- [Action item]:
Locate the string "rotate" in the records below. Copy every line where it occurs.

- [Record excerpts]:
^^^^^^^^

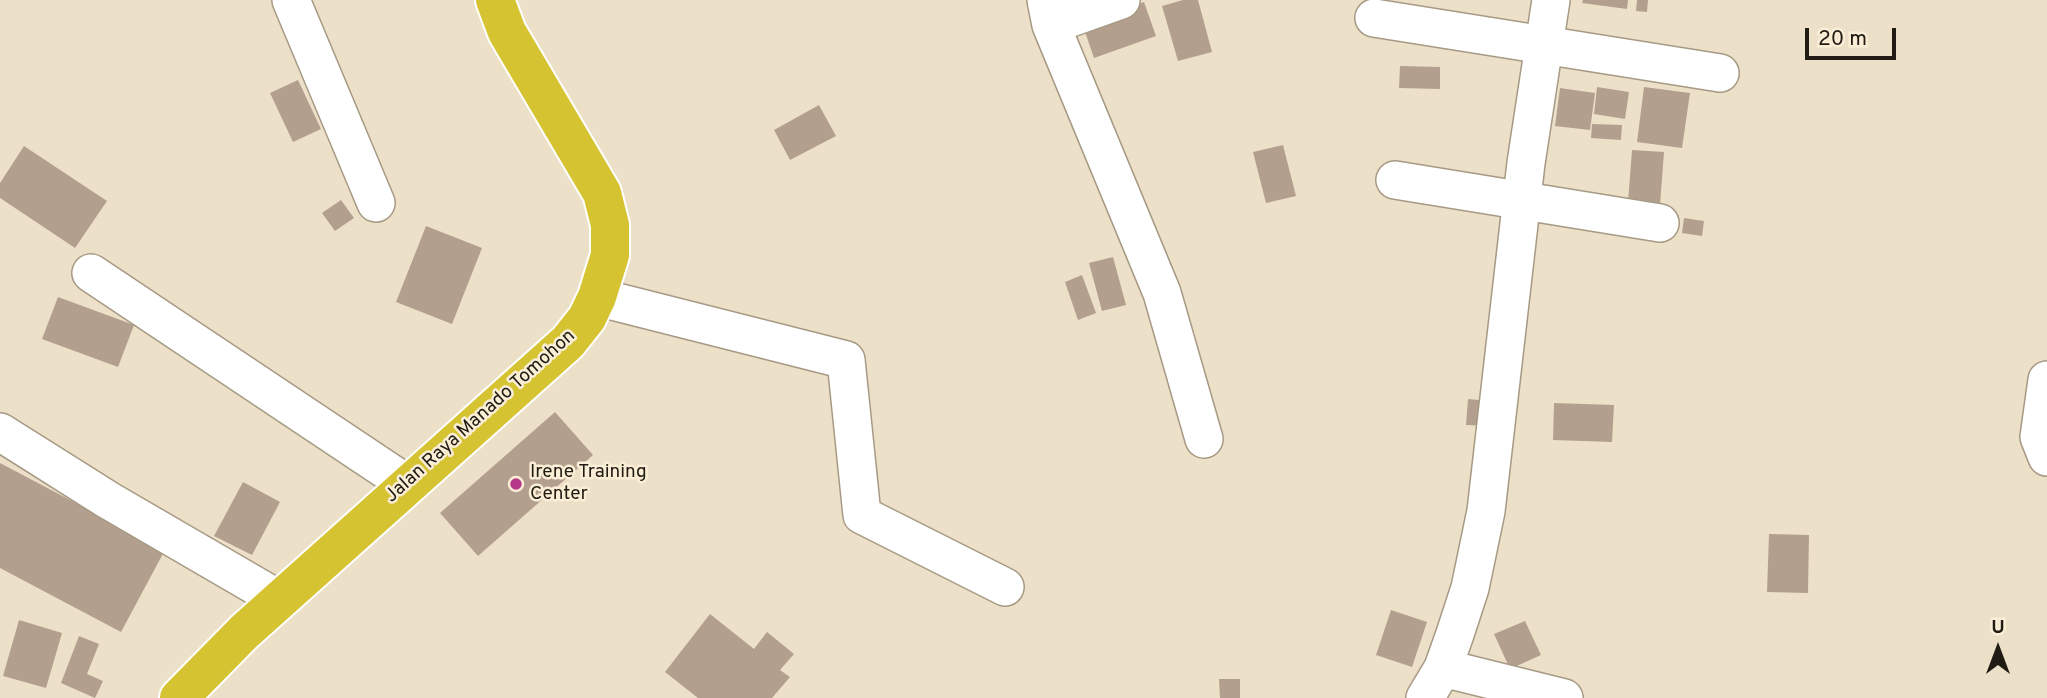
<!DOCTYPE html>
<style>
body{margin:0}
#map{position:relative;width:2047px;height:698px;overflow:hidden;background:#ede0c9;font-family:Overpass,sans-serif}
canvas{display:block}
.north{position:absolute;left:1963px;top:614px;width:70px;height:70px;-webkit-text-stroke:5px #fbeed6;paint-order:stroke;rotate:0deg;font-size:19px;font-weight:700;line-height:28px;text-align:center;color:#201b13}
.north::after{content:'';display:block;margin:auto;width:24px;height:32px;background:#201b13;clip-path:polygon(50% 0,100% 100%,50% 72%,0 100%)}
.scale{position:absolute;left:1805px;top:28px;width:91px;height:32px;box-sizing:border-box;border:4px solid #201b13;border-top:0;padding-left:9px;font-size:21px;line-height:24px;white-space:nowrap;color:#201b13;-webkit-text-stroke:5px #fbeed6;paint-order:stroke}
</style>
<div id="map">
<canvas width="2047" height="698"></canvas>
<div class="north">U</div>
<div class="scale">20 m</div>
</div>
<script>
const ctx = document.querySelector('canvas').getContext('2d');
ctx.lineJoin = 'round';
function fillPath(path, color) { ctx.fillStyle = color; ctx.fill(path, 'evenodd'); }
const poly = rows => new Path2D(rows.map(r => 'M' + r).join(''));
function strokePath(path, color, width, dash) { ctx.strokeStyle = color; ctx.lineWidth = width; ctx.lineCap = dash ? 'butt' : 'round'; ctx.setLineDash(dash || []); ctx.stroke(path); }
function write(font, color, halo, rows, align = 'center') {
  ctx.font = font + ' Overpass,sans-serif'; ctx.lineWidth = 5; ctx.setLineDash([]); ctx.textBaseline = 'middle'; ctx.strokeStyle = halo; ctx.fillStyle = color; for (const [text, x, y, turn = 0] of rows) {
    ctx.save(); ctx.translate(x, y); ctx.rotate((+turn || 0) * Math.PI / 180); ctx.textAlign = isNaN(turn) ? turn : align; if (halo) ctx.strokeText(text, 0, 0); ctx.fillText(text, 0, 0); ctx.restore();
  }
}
fillPath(poly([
 [1183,0,1198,0,1212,52,1178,61,1162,6],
 [1583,0,1628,0,1627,9,1582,3],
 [1637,0,1648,0,1647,12,1636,11],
 [1144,2,1156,36,1094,58,1082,23],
 [1400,66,1440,67,1440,89,1399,88],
 [298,80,321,129,293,142,270,93],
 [1597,87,1629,92,1625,119,1594,114],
 [1644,87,1690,93,1682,148,1637,142],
 [1560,88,1595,93,1590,130,1555,126],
 [819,105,836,136,790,160,774,130],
 [1592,124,1622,125,1621,140,1591,138],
 [1283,145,1296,196,1266,203,1253,152],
 [24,146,107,201,75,248,0,198,0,183],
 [1632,150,1664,152,1660,205,1628,202],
 [341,200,354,218,335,231,322,213],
 [1684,218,1704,221,1702,236,1682,233],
 [426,226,482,248,452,324,396,302],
 [1113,257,1126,305,1102,311,1089,263],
 [1082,275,1096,313,1078,320,1065,282],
 [58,297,134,325,118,367,42,339],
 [1468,399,1490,401,1489,426,1466,425],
 [1554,403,1614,405,1612,442,1553,440],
 [555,412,593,455,478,556,440,513],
 [0,463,165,550,121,632,0,568],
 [243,482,280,502,252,555,214,536],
 [1769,534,1809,535,1808,593,1767,592],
 [1391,610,1427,622,1412,667,1376,655],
 [710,614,754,649,767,632,794,654,780,670,790,677,772,698,698,698,665,672],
 [19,620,62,633,46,688,3,676],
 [1525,621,1541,655,1510,669,1494,634],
 [79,636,99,644,87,674,103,681,95,698,61,683],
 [1219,679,1240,679,1240,698,1220,698]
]), '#b39f8e');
const minor = poly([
 [291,0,376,203],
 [1046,0,1051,25,1162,293,1204,439],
 [1374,18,1720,73],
 [1051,25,1121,0],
 [1395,180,1660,223],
 [91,273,407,484],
 [597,297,846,360,862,515,1005,587],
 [2047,380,2039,437,2047,457],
 [0,432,108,500,280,600],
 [1443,668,1564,698],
 [1425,698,1443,668,1455,634,1470,588,1486,511,1526,163,1551,0]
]);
const highway = poly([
 [179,698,244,632,568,342,587,318,597,297,610,255,610,225,602,193,507,32,495,0]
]);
strokePath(minor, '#a69a84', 40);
strokePath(highway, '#fff', 42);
strokePath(minor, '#fff', 37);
strokePath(highway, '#d6c331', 38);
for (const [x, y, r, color] of [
 [516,484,7,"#b4398a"]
]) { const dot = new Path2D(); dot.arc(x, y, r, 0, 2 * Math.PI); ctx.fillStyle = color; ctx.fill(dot); strokePath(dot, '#fbeed6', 2.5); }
write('19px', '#201b13', '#fbeed6', [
 ["Jalan Raya Manado Tomohon",481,417,-42]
]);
write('19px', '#201b13', '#fbeed6', [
 ["Irene Training",530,473],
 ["Center",530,495]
], 'left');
</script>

^^^^^^^^

- [Answer]:
.north{position:absolute;left:1963px;top:614px;width:70px;height:70px;-webkit-text-stroke:5px #fbeed6;paint-order:stroke;rotate:0deg;font-size:19px;font-weight:700;line-height:28px;text-align:center;color:#201b13}
    ctx.save(); ctx.translate(x, y); ctx.rotate((+turn || 0) * Math.PI / 180); ctx.textAlign = isNaN(turn) ? turn : align; if (halo) ctx.strokeText(text, 0, 0); ctx.fillText(text, 0, 0); ctx.restore();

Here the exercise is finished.